WHAT THIS TASK INVOLVES: An exact copy of every entry is the required answer.

DATA FOR ANALYSIS:
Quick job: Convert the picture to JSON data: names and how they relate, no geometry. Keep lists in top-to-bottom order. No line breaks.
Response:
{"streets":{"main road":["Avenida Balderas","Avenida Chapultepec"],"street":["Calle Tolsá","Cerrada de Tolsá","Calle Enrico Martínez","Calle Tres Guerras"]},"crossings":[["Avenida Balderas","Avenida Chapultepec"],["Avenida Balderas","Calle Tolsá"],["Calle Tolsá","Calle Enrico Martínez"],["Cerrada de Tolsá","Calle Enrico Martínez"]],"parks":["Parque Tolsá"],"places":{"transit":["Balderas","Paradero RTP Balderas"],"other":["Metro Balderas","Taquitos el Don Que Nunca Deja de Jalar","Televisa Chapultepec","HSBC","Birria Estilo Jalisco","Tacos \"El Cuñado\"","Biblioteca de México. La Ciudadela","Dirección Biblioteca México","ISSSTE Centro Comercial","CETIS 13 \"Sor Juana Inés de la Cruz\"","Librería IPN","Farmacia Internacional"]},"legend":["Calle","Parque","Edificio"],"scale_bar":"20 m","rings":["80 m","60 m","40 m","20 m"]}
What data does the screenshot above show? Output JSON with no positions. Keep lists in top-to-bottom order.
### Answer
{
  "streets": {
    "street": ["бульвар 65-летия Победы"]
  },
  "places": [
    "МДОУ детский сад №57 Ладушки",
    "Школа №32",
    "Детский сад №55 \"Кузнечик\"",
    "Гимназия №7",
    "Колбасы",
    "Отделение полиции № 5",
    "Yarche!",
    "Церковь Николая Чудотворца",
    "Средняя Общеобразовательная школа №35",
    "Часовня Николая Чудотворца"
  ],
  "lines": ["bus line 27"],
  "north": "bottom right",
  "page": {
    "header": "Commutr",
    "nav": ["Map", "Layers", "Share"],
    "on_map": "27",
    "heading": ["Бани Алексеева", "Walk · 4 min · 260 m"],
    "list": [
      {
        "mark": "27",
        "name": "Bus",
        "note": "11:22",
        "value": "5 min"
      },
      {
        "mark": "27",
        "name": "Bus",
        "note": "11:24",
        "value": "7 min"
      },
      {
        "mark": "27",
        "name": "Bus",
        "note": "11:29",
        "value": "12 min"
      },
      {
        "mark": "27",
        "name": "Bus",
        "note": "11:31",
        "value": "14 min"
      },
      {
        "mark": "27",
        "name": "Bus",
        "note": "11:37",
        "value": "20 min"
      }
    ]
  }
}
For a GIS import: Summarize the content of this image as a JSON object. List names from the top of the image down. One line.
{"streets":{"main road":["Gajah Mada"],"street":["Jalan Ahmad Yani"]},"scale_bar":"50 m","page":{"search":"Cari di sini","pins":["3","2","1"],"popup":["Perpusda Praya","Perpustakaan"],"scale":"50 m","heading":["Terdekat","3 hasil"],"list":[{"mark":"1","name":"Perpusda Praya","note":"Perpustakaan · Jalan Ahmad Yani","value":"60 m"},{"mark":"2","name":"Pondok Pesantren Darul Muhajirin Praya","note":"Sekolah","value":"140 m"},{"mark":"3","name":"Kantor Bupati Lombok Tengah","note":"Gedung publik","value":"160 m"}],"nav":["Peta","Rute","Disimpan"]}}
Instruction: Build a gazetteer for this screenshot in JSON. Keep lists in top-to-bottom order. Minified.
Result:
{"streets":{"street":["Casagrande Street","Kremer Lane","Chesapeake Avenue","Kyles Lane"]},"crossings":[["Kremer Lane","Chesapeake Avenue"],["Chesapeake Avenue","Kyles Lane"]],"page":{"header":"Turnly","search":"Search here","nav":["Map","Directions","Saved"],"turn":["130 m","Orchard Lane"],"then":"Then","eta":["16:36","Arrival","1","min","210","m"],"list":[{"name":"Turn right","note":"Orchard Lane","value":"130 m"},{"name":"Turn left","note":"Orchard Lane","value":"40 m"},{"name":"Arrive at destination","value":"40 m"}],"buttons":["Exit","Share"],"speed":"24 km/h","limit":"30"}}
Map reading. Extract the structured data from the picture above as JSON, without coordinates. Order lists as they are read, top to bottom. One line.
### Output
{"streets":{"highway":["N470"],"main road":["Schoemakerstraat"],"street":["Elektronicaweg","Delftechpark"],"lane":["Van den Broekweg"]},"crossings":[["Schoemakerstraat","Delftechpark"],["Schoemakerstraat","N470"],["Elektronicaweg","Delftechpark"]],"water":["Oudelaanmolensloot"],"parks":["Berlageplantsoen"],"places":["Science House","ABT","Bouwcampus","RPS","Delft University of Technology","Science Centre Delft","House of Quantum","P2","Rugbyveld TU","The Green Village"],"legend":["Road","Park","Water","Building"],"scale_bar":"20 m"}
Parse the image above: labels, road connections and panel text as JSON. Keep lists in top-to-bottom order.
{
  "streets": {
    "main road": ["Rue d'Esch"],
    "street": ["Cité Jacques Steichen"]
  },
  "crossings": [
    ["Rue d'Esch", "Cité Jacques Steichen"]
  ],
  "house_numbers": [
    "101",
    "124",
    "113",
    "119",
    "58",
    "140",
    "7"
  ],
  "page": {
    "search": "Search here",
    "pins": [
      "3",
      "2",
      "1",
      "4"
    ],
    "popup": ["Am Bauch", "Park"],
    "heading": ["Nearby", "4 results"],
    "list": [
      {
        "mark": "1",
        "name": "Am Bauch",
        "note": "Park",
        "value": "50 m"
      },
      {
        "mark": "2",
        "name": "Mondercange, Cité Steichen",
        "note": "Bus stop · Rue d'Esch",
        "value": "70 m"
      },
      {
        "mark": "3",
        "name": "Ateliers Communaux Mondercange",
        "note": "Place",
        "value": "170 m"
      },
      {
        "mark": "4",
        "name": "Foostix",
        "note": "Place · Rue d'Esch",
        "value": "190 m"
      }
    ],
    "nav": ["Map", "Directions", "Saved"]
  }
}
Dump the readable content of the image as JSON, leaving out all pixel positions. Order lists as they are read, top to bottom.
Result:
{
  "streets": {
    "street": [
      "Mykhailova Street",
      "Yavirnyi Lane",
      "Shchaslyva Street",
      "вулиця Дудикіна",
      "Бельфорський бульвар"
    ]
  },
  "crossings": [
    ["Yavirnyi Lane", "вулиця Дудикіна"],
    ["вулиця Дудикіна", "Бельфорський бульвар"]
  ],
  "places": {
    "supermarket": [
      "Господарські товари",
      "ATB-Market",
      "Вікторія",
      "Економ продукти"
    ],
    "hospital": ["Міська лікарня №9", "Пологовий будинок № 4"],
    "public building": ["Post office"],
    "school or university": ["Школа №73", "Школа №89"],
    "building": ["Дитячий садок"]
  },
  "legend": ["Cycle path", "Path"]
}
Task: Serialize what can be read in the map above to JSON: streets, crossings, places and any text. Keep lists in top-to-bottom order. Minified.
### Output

SOLUTION TO THIS EXERCISE:
Quick job: Convert the picture to JSON data: names and how they relate, no geometry. Keep lists in top-to-bottom order. No line breaks.
Response:
{"streets":{"main road":["Avenida Balderas","Avenida Chapultepec"],"street":["Calle Tolsá","Cerrada de Tolsá","Calle Enrico Martínez","Calle Tres Guerras"]},"crossings":[["Avenida Balderas","Avenida Chapultepec"],["Avenida Balderas","Calle Tolsá"],["Calle Tolsá","Calle Enrico Martínez"],["Cerrada de Tolsá","Calle Enrico Martínez"]],"parks":["Parque Tolsá"],"places":{"transit":["Balderas","Paradero RTP Balderas"],"other":["Metro Balderas","Taquitos el Don Que Nunca Deja de Jalar","Televisa Chapultepec","HSBC","Birria Estilo Jalisco","Tacos \"El Cuñado\"","Biblioteca de México. La Ciudadela","Dirección Biblioteca México","ISSSTE Centro Comercial","CETIS 13 \"Sor Juana Inés de la Cruz\"","Librería IPN","Farmacia Internacional"]},"legend":["Calle","Parque","Edificio"],"scale_bar":"20 m","rings":["80 m","60 m","40 m","20 m"]}
What data does the screenshot above show? Output JSON with no positions. Keep lists in top-to-bottom order.
### Answer
{
  "streets": {
    "street": ["бульвар 65-летия Победы"]
  },
  "places": [
    "МДОУ детский сад №57 Ладушки",
    "Школа №32",
    "Детский сад №55 \"Кузнечик\"",
    "Гимназия №7",
    "Колбасы",
    "Отделение полиции № 5",
    "Yarche!",
    "Церковь Николая Чудотворца",
    "Средняя Общеобразовательная школа №35",
    "Часовня Николая Чудотворца"
  ],
  "lines": ["bus line 27"],
  "north": "bottom right",
  "page": {
    "header": "Commutr",
    "nav": ["Map", "Layers", "Share"],
    "on_map": "27",
    "heading": ["Бани Алексеева", "Walk · 4 min · 260 m"],
    "list": [
      {
        "mark": "27",
        "name": "Bus",
        "note": "11:22",
        "value": "5 min"
      },
      {
        "mark": "27",
        "name": "Bus",
        "note": "11:24",
        "value": "7 min"
      },
      {
        "mark": "27",
        "name": "Bus",
        "note": "11:29",
        "value": "12 min"
      },
      {
        "mark": "27",
        "name": "Bus",
        "note": "11:31",
        "value": "14 min"
      },
      {
        "mark": "27",
        "name": "Bus",
        "note": "11:37",
        "value": "20 min"
      }
    ]
  }
}
For a GIS import: Summarize the content of this image as a JSON object. List names from the top of the image down. One line.
{"streets":{"main road":["Gajah Mada"],"street":["Jalan Ahmad Yani"]},"scale_bar":"50 m","page":{"search":"Cari di sini","pins":["3","2","1"],"popup":["Perpusda Praya","Perpustakaan"],"scale":"50 m","heading":["Terdekat","3 hasil"],"list":[{"mark":"1","name":"Perpusda Praya","note":"Perpustakaan · Jalan Ahmad Yani","value":"60 m"},{"mark":"2","name":"Pondok Pesantren Darul Muhajirin Praya","note":"Sekolah","value":"140 m"},{"mark":"3","name":"Kantor Bupati Lombok Tengah","note":"Gedung publik","value":"160 m"}],"nav":["Peta","Rute","Disimpan"]}}
Instruction: Build a gazetteer for this screenshot in JSON. Keep lists in top-to-bottom order. Minified.
Result:
{"streets":{"street":["Casagrande Street","Kremer Lane","Chesapeake Avenue","Kyles Lane"]},"crossings":[["Kremer Lane","Chesapeake Avenue"],["Chesapeake Avenue","Kyles Lane"]],"page":{"header":"Turnly","search":"Search here","nav":["Map","Directions","Saved"],"turn":["130 m","Orchard Lane"],"then":"Then","eta":["16:36","Arrival","1","min","210","m"],"list":[{"name":"Turn right","note":"Orchard Lane","value":"130 m"},{"name":"Turn left","note":"Orchard Lane","value":"40 m"},{"name":"Arrive at destination","value":"40 m"}],"buttons":["Exit","Share"],"speed":"24 km/h","limit":"30"}}
Map reading. Extract the structured data from the picture above as JSON, without coordinates. Order lists as they are read, top to bottom. One line.
### Output
{"streets":{"highway":["N470"],"main road":["Schoemakerstraat"],"street":["Elektronicaweg","Delftechpark"],"lane":["Van den Broekweg"]},"crossings":[["Schoemakerstraat","Delftechpark"],["Schoemakerstraat","N470"],["Elektronicaweg","Delftechpark"]],"water":["Oudelaanmolensloot"],"parks":["Berlageplantsoen"],"places":["Science House","ABT","Bouwcampus","RPS","Delft University of Technology","Science Centre Delft","House of Quantum","P2","Rugbyveld TU","The Green Village"],"legend":["Road","Park","Water","Building"],"scale_bar":"20 m"}
Parse the image above: labels, road connections and panel text as JSON. Keep lists in top-to-bottom order.
{
  "streets": {
    "main road": ["Rue d'Esch"],
    "street": ["Cité Jacques Steichen"]
  },
  "crossings": [
    ["Rue d'Esch", "Cité Jacques Steichen"]
  ],
  "house_numbers": [
    "101",
    "124",
    "113",
    "119",
    "58",
    "140",
    "7"
  ],
  "page": {
    "search": "Search here",
    "pins": [
      "3",
      "2",
      "1",
      "4"
    ],
    "popup": ["Am Bauch", "Park"],
    "heading": ["Nearby", "4 results"],
    "list": [
      {
        "mark": "1",
        "name": "Am Bauch",
        "note": "Park",
        "value": "50 m"
      },
      {
        "mark": "2",
        "name": "Mondercange, Cité Steichen",
        "note": "Bus stop · Rue d'Esch",
        "value": "70 m"
      },
      {
        "mark": "3",
        "name": "Ateliers Communaux Mondercange",
        "note": "Place",
        "value": "170 m"
      },
      {
        "mark": "4",
        "name": "Foostix",
        "note": "Place · Rue d'Esch",
        "value": "190 m"
      }
    ],
    "nav": ["Map", "Directions", "Saved"]
  }
}
Dump the readable content of the image as JSON, leaving out all pixel positions. Order lists as they are read, top to bottom.
Result:
{
  "streets": {
    "street": [
      "Mykhailova Street",
      "Yavirnyi Lane",
      "Shchaslyva Street",
      "вулиця Дудикіна",
      "Бельфорський бульвар"
    ]
  },
  "crossings": [
    ["Yavirnyi Lane", "вулиця Дудикіна"],
    ["вулиця Дудикіна", "Бельфорський бульвар"]
  ],
  "places": {
    "supermarket": [
      "Господарські товари",
      "ATB-Market",
      "Вікторія",
      "Економ продукти"
    ],
    "hospital": ["Міська лікарня №9", "Пологовий будинок № 4"],
    "public building": ["Post office"],
    "school or university": ["Школа №73", "Школа №89"],
    "building": ["Дитячий садок"]
  },
  "legend": ["Cycle path", "Path"]
}
Task: Serialize what can be read in the map above to JSON: streets, crossings, places and any text. Keep lists in top-to-bottom order. Minified.
### Output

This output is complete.